Saturday, May 5, 2007

Getting Started



Spent a day in Cathedral City trying to sort out some details of what I might be able to do on my sabbatical. There is a tension between trying to do something that I would like to do and something that is helpful to the research group that I am joining. It is clear that the lab will be busy this summer which will be good for developing a research culture but will also strain resources and restrict availability of materials and equipment. Dr. J says that there will be room at the bench for me (what I want to do) as long as writing papers is the number one priority (what I need to do). I am still entangled with The University in the Wildwood but that is quickly resolving. The focus right now is "combat literature reading" to get myself back into some level of research literature engagement for preparation of the paper at Winterpeg later this month.

The drive back and forth was peaceful and this morning the River was so high it was close to the bank edge but so quiet and peaceful that it looked still even though it was ripping along. The trees are just starting to bud, the farmers are working the higher sandy fields that have drained in the hope that the spring flood has crested. I miss the cycle of planting with hope, working with determination and harvesting with joy (the best way to mark time). Another day and a lifetime ago.

This must be what a student feels like.

3 comments:

Me said...

If you need help typing those papers, I know a good typist ;)

btw, Happy Birthday. I sent you an e-card, but I only have your university address, so I'm not sure you got it or not. Happy Anniversary also because if you didn't get the first card, there's no point in me sending a second.

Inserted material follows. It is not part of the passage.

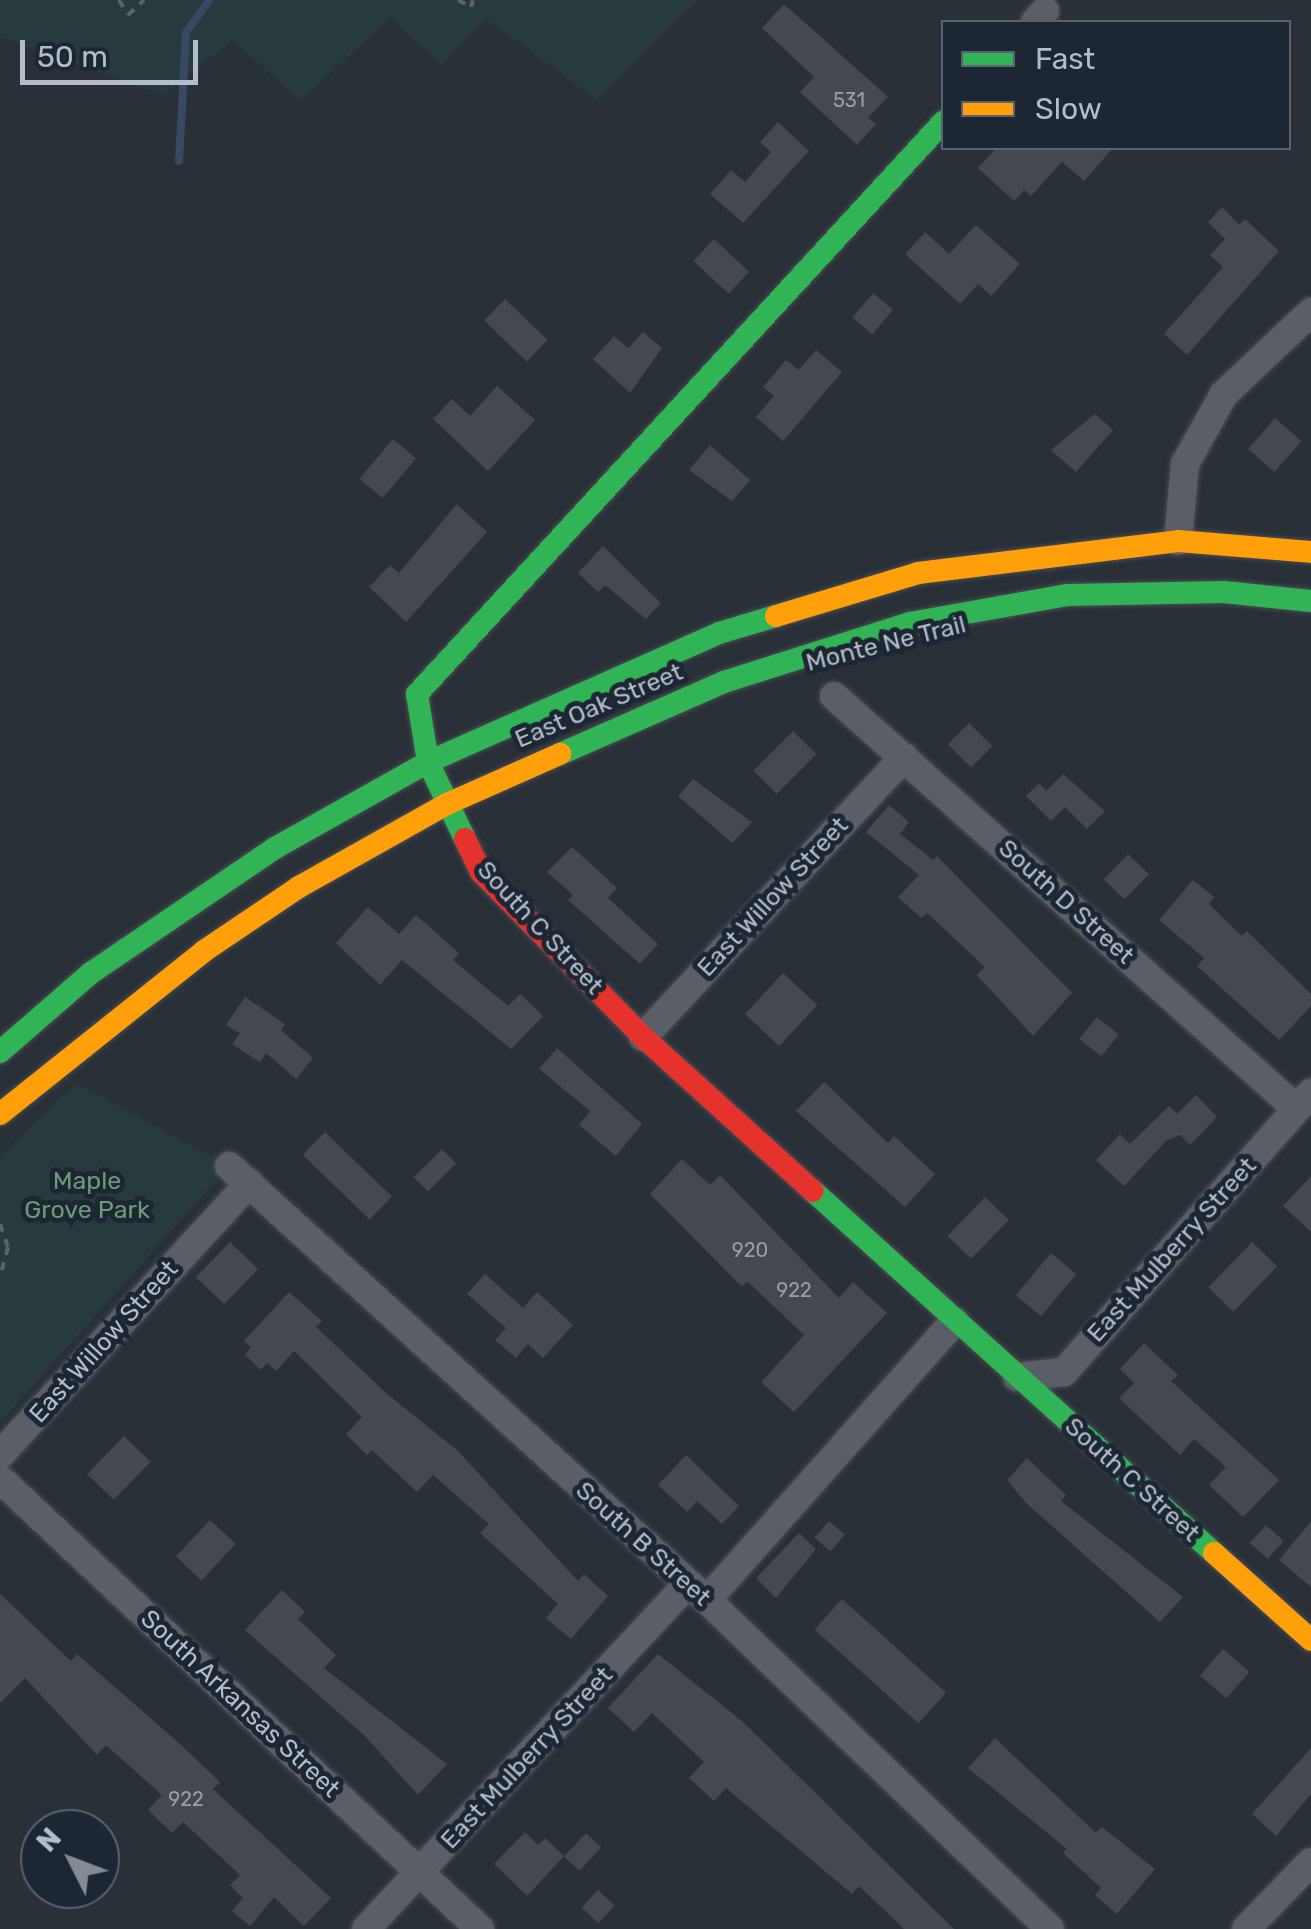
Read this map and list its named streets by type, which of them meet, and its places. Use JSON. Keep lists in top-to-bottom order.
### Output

I hope you have a great year!! It sounds like it might be off to a good start...

Professor Honeydew said...

Thanks for the message and the e-card. Once again you were the only person outside of my family that noted the day.

I don't know. There are parts of my intellect that are so corroded when it comes to research that I feel pretty inadequate for what I have to do both in the short term and long term. I guess that is why I am on sabbatical.

Thanks for the good wishes. I hope your plans come together for the fall.

Me said...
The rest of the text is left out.